» Data records:
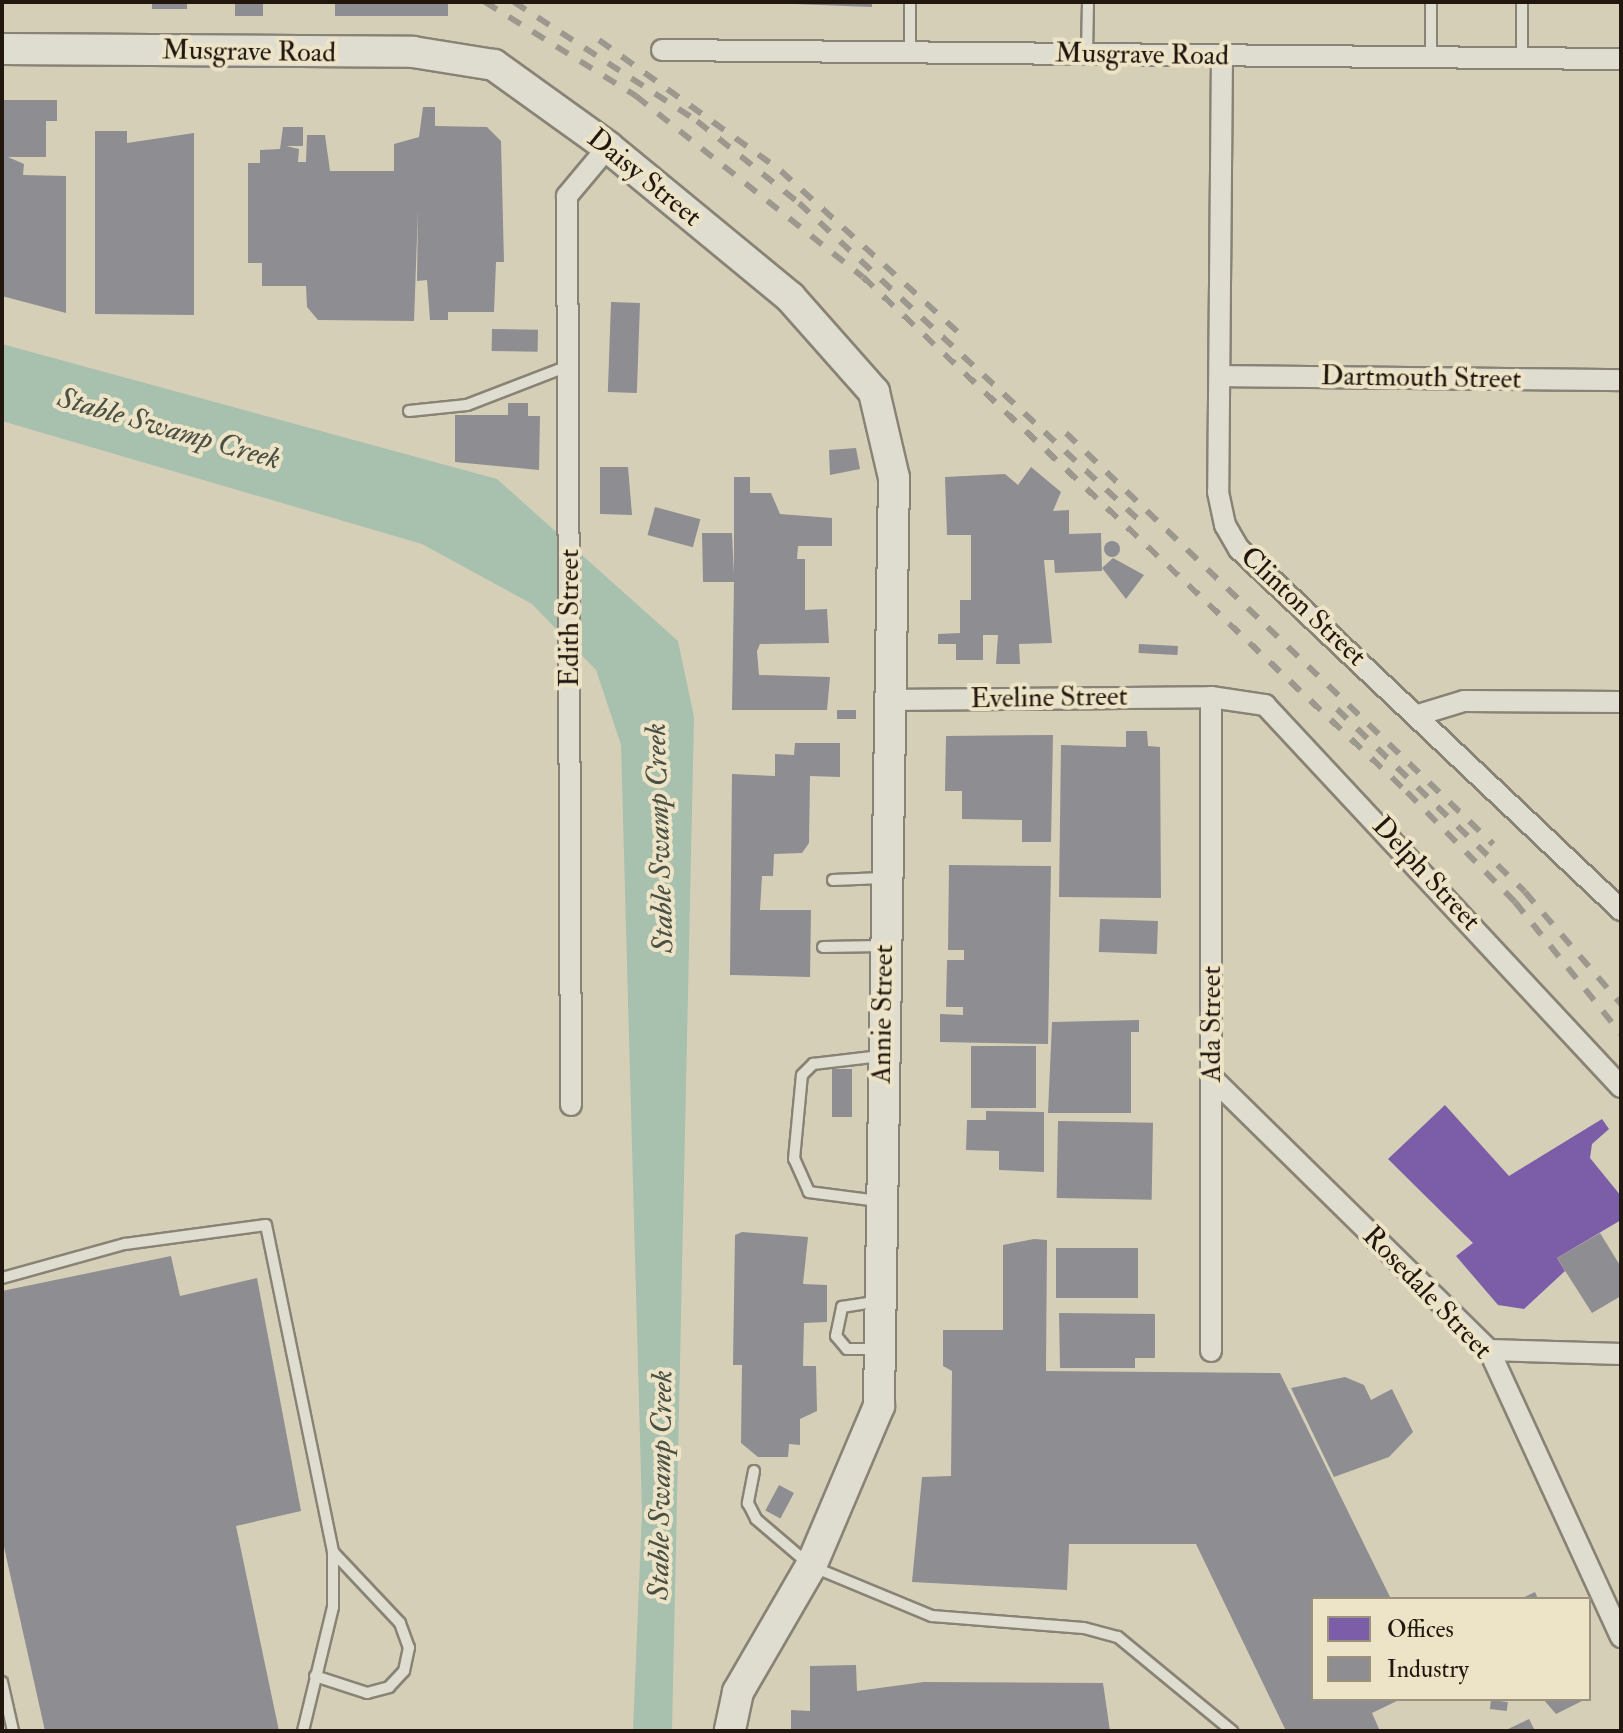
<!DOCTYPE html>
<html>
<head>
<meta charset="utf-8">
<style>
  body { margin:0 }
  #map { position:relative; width:1623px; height:1733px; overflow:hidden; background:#d6cfb8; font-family:"IM FELL Double Pica",serif }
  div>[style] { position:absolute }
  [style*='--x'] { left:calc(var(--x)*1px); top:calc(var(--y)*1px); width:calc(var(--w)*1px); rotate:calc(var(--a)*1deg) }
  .water>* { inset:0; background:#a8c0ae }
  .offices>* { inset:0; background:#7b5ea7 }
  .industry>* { inset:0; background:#8d8d92; transform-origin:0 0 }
  .round { border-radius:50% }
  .roads { filter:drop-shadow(2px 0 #888375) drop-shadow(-2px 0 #888375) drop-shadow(0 2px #888375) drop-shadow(0 -2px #888375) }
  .lane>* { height:10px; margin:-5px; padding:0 5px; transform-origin:5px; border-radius:5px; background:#dfdcd0 }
  .street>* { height:20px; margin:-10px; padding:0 10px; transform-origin:10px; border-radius:10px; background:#dfdcd0 }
  .secondary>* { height:30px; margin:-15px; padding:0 15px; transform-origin:15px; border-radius:15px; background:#dfdcd0 }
  .rail>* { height:6px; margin-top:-3px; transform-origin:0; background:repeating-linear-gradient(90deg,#9c988e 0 14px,transparent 0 28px) }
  span { translate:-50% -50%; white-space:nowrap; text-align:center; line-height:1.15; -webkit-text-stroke:8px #ede4c8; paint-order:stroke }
  .street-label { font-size:28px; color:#21170e }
  .water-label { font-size:30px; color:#4a5044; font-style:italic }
  .frame { position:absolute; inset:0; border:4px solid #21170e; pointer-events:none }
  .legend { position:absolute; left:1311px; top:1597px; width:280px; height:104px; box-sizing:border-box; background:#ede4c8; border:2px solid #9b927e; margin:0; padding:10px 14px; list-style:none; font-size:24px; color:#21170e }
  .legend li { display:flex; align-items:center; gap:16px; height:40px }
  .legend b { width:40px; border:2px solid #9b927e }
</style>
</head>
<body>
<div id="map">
  <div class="water">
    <div style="clip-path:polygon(2px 344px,497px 479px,678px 641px,694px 717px,672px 1731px,633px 1731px,642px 1512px,621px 745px,596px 670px,532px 604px,422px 544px,2px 421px)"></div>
  </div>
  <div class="offices">
    <div style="clip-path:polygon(1445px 1105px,1509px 1176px,1602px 1119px,1609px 1129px,1592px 1144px,1590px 1158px,1621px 1196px,1621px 1220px,1557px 1258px,1565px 1271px,1524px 1309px,1498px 1305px,1456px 1256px,1473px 1243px,1388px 1159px)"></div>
  </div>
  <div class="industry">
    <div style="left:152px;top:2px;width:35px;height:7px"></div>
    <div style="left:235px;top:2px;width:28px;height:14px"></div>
    <div style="left:335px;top:2px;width:113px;height:14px"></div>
    <div style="clip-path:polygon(745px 2px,872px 2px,872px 7px)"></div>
    <div style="clip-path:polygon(2px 100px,57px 100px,57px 121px,46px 121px,46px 157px,8px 157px,24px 164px,23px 175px,66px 176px,66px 313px,2px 296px)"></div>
    <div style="clip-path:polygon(423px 107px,435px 107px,435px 126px,487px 127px,501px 141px,504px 262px,496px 262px,494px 312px,448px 312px,448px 320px,430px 320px,427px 280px,417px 281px,418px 209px,414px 321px,318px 320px,307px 307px,306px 286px,262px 286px,262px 263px,248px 263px,248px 163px,260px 163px,260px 150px,280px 149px,283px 127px,303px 127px,303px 146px,286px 146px,299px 149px,298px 162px,306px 162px,307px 135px,325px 135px,330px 171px,394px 171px,394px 144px,419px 137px)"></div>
    <div style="clip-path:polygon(95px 131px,127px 131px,127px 143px,194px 133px,194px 315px,95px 314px)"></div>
    <div style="left:611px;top:302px;width:29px;height:90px;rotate:2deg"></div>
    <div style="left:492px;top:329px;width:46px;height:22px;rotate:1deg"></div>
    <div style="clip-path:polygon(508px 403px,528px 403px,528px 416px,540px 416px,539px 470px,455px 462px,455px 415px,508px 415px)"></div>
    <div style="clip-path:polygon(856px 448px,860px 469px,830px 475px,829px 450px)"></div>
    <div style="clip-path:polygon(600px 467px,628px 467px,632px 515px,600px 514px)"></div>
    <div style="clip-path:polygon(1031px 467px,1061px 492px,1053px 511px,1069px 510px,1069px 534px,1101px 533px,1102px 571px,1055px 573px,1054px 560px,1044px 560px,1052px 643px,1019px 644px,1020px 664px,996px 664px,998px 635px,983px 635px,983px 660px,956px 660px,956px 644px,938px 644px,938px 634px,960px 633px,960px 600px,971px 600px,971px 535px,947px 535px,945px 477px,1005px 474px,1018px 485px)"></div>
    <div style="clip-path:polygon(734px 477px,750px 477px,750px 493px,771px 493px,780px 514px,832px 518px,832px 546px,798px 546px,797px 559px,805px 559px,805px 610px,827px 609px,829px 643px,760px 644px,757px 651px,759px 675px,830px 677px,827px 710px,732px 710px,734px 582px,703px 582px,702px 533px,732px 533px,734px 575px)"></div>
    <div style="left:655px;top:507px;width:47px;height:29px;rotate:15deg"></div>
    <div class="round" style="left:1104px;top:541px;width:16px;height:16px"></div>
    <div style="clip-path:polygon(1113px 558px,1144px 575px,1126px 599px,1102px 568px)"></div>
    <div style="left:1139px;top:644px;width:39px;height:9px;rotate:3deg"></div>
    <div style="left:837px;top:710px;width:19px;height:9px"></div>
    <div style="clip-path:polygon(1126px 731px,1147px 731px,1148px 746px,1160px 747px,1161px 898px,1059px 897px,1061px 745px,1126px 747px)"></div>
    <div style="clip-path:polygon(1053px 735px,1051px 842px,1022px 842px,1022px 820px,962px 819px,962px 791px,945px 791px,946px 736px)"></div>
    <div style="clip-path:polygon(795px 743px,840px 743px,840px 777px,810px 776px,809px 843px,802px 853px,774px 854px,773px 876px,762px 876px,760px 910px,811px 910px,810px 977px,730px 975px,732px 774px,775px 776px,775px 754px,794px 755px)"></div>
    <div style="clip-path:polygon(949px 865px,1051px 866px,1048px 1044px,940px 1042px,940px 1014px,963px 1015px,963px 1007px,946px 1007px,947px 960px,964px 960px,964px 950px,948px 950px)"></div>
    <div style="left:1100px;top:919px;width:58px;height:33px;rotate:2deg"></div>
    <div style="clip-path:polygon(1139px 1020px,1139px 1032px,1131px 1032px,1131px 1113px,1048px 1113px,1052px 1022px)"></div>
    <div style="left:1036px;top:1046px;width:62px;height:65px;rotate:90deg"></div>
    <div style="left:832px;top:1069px;width:20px;height:48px"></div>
    <div style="clip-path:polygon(986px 1111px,1044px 1112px,1044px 1172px,999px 1170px,999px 1151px,966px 1150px,967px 1120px,986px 1120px)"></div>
    <div style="left:1058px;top:1121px;width:95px;height:77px;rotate:1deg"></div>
    <div style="clip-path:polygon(742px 1232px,808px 1237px,803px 1284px,827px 1285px,827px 1322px,804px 1323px,803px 1366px,816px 1366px,817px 1411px,800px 1419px,800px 1445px,789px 1444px,788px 1457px,758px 1457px,741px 1443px,742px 1365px,733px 1365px,735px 1235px)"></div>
    <div style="clip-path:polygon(1600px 1233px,1621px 1267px,1621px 1296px,1592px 1313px,1557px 1258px)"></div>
    <div style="clip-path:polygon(1034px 1239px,1047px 1240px,1046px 1371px,1280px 1373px,1391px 1599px,1313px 1599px,1313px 1699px,1401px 1699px,1372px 1713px,1380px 1731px,1286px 1731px,1196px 1544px,1069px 1544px,1067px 1590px,912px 1582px,922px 1477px,951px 1476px,952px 1371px,943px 1366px,943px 1330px,1003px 1330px,1003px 1245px)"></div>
    <div style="left:1056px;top:1248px;width:82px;height:50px"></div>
    <div style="clip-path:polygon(171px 1256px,180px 1296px,257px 1278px,301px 1511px,236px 1526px,279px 1731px,45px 1731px,2px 1538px,2px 1291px)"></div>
    <div style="clip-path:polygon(1059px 1313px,1155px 1314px,1155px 1358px,1135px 1358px,1135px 1368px,1060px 1368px)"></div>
    <div style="clip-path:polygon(1345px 1377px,1364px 1385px,1371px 1400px,1392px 1389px,1413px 1432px,1389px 1457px,1334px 1477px,1291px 1388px)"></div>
    <div style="left:779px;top:1485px;width:17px;height:29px;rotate:28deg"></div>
    <div style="clip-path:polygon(1535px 1592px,1538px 1599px,1520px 1599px)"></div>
    <div style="clip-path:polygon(856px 1665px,857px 1691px,924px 1682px,1103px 1683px,1110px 1731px,791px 1731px,791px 1710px,810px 1711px,810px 1666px)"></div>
    <div style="clip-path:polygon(1543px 1699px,1586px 1699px,1556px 1714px)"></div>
    <div style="left:1491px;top:1700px;width:17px;height:9px;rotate:7deg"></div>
    <div style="clip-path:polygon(1529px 1719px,1535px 1731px,1504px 1731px)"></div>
  </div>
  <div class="roads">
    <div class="lane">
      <div style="--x:910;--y:52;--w:50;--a:-90"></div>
      <div style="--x:1087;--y:54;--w:52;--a:-88.9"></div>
      <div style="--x:1431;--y:57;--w:55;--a:-90"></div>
      <div style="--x:1522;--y:58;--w:56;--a:-90"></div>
      <div style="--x:409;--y:411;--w:58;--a:-5.9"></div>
      <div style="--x:467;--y:405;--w:108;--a:-21.1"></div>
      <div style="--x:833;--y:880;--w:50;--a:-2.3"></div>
      <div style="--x:823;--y:947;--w:59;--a:-1"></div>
      <div style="--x:878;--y:1201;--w:70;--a:-172.6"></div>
      <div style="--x:809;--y:1192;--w:36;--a:-114"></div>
      <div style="--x:794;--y:1159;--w:84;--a:-84.6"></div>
      <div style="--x:802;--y:1075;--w:16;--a:-45"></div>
      <div style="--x:813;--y:1064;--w:68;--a:-6.7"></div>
      <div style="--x:2;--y:1278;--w:128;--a:-15.5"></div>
      <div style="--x:125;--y:1244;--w:142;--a:-7.7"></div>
      <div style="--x:266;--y:1225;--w:334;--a:78.4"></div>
      <div style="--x:333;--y:1552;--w:55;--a:90"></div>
      <div style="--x:333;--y:1607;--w:128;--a:103.6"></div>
      <div style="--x:877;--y:1349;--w:30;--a:180"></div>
      <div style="--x:847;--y:1349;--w:17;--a:-130"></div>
      <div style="--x:836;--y:1336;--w:30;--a:-78"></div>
      <div style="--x:842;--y:1307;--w:36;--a:-9"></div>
      <div style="--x:754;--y:1471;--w:33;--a:101"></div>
      <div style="--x:748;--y:1503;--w:18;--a:63"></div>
      <div style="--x:756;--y:1519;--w:72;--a:40.5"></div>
      <div style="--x:811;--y:1566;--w:131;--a:22.5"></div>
      <div style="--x:932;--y:1616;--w:152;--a:4.5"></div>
      <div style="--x:1084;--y:1628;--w:35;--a:15"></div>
      <div style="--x:1118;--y:1637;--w:148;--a:39.5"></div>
      <div style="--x:315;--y:1676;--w:55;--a:18.1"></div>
      <div style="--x:367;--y:1693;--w:23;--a:-15"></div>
      <div style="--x:389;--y:1687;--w:22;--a:-47"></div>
      <div style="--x:404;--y:1671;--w:24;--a:-78"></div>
      <div style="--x:409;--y:1648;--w:27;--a:-110"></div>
      <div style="--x:400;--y:1623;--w:98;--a:-133.3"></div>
      <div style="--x:2;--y:1682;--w:50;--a:77.3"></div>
    </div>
    <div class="street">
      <div style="--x:662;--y:50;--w:959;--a:0.54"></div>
      <div style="--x:1222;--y:55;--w:437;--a:90.5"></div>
      <div style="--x:1218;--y:492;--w:34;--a:78"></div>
      <div style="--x:1225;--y:525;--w:28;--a:60"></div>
      <div style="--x:1239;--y:549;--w:526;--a:43.38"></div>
      <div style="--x:1221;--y:376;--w:400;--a:0.6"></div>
      <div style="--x:887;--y:700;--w:324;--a:-0.5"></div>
      <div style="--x:1211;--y:697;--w:55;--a:8.4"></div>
      <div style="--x:1265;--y:705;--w:522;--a:47.02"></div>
      <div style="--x:1418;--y:715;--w:48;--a:-16.9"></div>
      <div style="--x:1464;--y:701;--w:157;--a:0.4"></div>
      <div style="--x:1212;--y:1078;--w:388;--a:44.5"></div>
      <div style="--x:1489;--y:1350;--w:316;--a:65.3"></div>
      <div style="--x:571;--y:1105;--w:909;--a:-90.25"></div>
      <div style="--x:567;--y:196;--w:64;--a:-50.1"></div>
      <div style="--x:1489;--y:1350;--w:132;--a:1.7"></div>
      <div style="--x:1211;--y:1351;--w:654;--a:-90"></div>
    </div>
    <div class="secondary">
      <div style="--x:2;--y:49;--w:411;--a:0.4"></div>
      <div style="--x:413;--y:52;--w:82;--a:9.1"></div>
      <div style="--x:494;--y:65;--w:140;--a:35.7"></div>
      <div style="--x:608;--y:147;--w:236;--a:39.5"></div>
      <div style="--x:790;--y:297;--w:127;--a:48.5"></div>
      <div style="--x:874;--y:392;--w:88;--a:76.9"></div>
      <div style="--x:894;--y:478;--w:928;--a:90.93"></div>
      <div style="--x:879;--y:1406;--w:174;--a:113"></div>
      <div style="--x:811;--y:1566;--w:146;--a:120.1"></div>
      <div style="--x:738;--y:1692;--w:40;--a:102"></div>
    </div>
  </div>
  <div class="rail">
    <div style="--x:485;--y:2;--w:178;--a:31.9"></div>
    <div style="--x:636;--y:96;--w:290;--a:38.6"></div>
    <div style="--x:863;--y:277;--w:749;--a:43.43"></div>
    <div style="--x:1407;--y:792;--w:154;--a:45.5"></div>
    <div style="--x:1515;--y:902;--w:169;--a:51.2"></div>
    <div style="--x:514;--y:2;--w:218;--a:33"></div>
    <div style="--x:697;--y:121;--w:131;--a:38.8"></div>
    <div style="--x:799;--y:203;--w:475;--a:43"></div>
    <div style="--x:599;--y:40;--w:224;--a:35.7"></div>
    <div style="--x:781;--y:171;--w:239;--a:42.3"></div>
    <div style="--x:1066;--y:433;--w:593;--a:43.91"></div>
    <div style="--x:1337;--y:709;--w:262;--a:44.2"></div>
    <div style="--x:1525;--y:892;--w:148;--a:49.4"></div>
  </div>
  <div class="street-label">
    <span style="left:249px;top:52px;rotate:1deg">Musgrave Road</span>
    <span style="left:1142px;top:55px;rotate:1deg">Musgrave Road</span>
    <span style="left:644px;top:178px;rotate:39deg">Daisy Street</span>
    <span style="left:1421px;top:378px;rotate:1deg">Dartmouth Street</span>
    <span style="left:1303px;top:607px;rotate:43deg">Clinton Street</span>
    <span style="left:570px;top:618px;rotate:-90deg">Edith Street</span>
    <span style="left:1049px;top:698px;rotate:-1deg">Eveline Street</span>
    <span style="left:1426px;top:874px;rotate:47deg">Delph Street</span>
    <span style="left:883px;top:1014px;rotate:-89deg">Annie Street</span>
    <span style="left:1212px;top:1024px;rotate:-90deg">Ada Street</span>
    <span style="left:1427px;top:1293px;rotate:46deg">Rosedale Street</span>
  </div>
  <div class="water-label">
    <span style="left:169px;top:429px;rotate:16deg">Stable Swamp Creek</span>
    <span style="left:660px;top:838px;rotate:-92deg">Stable Swamp Creek</span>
    <span style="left:661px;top:1485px;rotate:-89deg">Stable Swamp Creek</span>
  </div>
  <div class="frame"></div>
  <ul class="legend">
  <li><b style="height:22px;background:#7b5ea7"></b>Offices</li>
  <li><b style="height:22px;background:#8d8d92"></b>Industry</li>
  </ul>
</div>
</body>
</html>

» What is expected: Go through the listing above and locate each line that holds the word "roads". Copy those lines.

» Response to this exercise:
  .roads { filter:drop-shadow(2px 0 #888375) drop-shadow(-2px 0 #888375) drop-shadow(0 2px #888375) drop-shadow(0 -2px #888375) }
  <div class="roads">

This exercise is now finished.